WHAT YOU HAVE TO DO:
The stretch from the line with "Input: one rendered map. Read" through the line with "Input: one rendered map. Transcribe" in the records below: write it out exactly, and nothing else.
>>
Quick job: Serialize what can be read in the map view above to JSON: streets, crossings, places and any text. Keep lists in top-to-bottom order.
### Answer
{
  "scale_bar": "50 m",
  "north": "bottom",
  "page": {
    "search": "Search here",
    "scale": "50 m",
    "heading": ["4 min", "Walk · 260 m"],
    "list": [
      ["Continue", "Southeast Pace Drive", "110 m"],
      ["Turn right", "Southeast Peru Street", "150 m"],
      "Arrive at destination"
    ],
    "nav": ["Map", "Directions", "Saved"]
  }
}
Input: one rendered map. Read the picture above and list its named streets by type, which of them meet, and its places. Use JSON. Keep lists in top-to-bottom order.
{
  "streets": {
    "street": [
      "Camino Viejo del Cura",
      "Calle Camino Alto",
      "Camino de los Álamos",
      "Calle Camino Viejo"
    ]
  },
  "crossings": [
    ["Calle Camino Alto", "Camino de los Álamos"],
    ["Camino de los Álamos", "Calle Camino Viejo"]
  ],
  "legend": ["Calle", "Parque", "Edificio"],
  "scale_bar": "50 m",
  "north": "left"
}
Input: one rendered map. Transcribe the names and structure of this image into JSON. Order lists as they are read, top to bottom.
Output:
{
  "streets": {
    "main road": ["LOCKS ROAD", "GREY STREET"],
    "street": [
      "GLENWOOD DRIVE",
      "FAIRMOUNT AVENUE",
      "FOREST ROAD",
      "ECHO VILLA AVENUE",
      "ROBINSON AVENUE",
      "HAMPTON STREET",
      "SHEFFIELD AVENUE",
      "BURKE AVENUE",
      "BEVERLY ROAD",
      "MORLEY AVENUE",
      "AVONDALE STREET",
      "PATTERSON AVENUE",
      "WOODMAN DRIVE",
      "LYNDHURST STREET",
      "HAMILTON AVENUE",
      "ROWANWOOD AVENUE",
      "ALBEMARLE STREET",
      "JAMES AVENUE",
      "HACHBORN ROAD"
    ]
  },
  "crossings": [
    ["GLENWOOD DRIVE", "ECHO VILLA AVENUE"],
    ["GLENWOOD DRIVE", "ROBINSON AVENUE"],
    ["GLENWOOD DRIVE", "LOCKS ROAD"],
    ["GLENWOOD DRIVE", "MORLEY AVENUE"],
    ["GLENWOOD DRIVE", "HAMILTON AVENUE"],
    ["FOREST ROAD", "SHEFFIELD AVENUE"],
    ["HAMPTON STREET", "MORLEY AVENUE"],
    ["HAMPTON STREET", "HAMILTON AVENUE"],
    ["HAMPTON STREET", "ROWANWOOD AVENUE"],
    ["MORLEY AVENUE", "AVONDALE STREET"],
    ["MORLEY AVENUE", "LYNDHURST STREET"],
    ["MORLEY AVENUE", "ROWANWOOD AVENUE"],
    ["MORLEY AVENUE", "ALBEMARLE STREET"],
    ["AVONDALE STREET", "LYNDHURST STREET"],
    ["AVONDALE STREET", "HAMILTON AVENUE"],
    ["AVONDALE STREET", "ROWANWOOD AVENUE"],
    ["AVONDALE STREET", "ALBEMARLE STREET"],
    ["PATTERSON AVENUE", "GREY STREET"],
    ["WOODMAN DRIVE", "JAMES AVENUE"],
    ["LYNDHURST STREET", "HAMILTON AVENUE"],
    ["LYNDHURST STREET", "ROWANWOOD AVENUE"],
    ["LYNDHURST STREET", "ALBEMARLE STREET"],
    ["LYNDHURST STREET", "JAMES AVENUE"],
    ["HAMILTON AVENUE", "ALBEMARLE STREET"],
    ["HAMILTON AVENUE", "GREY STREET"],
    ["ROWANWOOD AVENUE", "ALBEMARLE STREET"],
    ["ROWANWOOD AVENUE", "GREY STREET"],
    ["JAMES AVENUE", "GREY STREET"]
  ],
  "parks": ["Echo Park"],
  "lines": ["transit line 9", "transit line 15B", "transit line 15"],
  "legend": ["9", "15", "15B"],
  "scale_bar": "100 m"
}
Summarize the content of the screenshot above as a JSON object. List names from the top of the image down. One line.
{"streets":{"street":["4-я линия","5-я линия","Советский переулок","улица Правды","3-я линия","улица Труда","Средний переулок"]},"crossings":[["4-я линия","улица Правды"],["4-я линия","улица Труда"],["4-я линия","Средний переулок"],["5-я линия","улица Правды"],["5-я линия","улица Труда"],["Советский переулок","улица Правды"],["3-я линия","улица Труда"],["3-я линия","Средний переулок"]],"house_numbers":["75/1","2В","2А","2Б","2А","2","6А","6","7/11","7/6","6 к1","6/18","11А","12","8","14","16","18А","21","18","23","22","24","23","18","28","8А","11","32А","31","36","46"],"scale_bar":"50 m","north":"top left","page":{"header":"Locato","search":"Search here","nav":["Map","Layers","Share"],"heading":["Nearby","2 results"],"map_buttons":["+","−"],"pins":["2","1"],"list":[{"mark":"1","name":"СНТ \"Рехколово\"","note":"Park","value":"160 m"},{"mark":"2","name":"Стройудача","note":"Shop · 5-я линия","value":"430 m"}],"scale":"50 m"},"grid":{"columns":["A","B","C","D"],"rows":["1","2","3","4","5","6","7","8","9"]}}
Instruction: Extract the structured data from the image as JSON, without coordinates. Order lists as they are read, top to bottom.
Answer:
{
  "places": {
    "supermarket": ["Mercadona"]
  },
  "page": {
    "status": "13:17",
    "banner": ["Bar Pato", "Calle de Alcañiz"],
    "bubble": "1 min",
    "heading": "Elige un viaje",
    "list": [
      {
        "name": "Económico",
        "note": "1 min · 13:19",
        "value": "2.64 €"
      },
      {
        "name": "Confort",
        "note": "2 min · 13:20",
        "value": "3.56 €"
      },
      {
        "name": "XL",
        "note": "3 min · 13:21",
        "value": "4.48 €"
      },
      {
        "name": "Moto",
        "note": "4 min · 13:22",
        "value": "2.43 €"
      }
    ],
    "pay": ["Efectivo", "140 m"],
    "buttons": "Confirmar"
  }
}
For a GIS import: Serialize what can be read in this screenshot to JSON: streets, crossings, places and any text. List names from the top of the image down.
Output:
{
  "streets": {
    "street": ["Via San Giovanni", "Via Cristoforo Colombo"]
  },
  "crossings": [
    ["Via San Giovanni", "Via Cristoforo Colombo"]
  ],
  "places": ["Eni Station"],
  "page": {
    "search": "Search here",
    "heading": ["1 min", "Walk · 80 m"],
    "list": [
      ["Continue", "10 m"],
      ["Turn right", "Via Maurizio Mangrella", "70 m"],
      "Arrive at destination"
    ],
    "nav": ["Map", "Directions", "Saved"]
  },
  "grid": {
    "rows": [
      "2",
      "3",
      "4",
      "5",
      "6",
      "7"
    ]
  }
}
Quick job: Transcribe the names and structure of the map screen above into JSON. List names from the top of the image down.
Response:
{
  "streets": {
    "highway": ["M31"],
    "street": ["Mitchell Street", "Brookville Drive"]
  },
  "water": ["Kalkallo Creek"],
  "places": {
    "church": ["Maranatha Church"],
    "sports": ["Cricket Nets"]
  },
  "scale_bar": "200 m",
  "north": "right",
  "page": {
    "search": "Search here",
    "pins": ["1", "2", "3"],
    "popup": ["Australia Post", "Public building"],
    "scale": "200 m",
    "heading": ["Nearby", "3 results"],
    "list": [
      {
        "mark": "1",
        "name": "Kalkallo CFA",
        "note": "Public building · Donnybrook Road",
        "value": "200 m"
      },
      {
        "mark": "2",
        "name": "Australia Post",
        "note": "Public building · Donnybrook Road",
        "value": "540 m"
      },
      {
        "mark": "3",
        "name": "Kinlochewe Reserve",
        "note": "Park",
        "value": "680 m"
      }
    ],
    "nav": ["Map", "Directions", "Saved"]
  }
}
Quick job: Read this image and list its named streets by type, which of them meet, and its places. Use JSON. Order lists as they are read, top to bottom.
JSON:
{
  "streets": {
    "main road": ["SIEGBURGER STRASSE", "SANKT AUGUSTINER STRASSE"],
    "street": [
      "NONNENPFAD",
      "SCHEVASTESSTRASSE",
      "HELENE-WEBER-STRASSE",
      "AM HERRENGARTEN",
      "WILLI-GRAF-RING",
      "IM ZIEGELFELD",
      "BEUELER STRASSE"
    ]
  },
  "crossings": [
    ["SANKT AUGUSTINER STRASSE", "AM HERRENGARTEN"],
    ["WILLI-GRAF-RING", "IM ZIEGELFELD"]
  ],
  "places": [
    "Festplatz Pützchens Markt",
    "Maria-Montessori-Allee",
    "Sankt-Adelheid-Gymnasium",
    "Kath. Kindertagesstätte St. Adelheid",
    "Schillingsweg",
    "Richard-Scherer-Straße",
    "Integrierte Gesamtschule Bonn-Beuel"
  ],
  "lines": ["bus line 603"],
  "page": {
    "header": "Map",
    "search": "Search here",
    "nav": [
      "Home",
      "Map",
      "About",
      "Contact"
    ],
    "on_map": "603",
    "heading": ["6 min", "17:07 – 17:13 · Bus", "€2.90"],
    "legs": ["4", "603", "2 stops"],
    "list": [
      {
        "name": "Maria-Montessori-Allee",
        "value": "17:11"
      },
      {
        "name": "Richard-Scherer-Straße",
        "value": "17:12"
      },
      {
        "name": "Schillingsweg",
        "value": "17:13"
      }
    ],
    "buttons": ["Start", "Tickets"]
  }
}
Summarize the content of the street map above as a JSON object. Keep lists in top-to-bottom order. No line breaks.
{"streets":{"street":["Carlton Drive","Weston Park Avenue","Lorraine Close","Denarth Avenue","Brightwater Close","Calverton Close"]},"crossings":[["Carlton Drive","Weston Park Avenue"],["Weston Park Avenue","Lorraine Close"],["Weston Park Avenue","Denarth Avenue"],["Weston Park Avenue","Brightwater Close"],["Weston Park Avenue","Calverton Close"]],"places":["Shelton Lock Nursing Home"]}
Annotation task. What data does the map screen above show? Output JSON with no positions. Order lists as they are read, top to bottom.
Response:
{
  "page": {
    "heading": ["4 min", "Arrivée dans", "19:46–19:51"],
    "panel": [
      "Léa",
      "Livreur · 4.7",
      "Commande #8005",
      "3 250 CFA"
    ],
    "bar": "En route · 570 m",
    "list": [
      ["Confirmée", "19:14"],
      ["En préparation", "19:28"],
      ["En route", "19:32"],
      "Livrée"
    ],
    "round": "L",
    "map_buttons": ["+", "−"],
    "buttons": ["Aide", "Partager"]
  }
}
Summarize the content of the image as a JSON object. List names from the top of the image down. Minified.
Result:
<<
ANSWER FOR THE TASK:
Input: one rendered map. Read the picture above and list its named streets by type, which of them meet, and its places. Use JSON. Keep lists in top-to-bottom order.
{
  "streets": {
    "street": [
      "Camino Viejo del Cura",
      "Calle Camino Alto",
      "Camino de los Álamos",
      "Calle Camino Viejo"
    ]
  },
  "crossings": [
    ["Calle Camino Alto", "Camino de los Álamos"],
    ["Camino de los Álamos", "Calle Camino Viejo"]
  ],
  "legend": ["Calle", "Parque", "Edificio"],
  "scale_bar": "50 m",
  "north": "left"
}
Input: one rendered map. Transcribe the names and structure of this image into JSON. Order lists as they are read, top to bottom.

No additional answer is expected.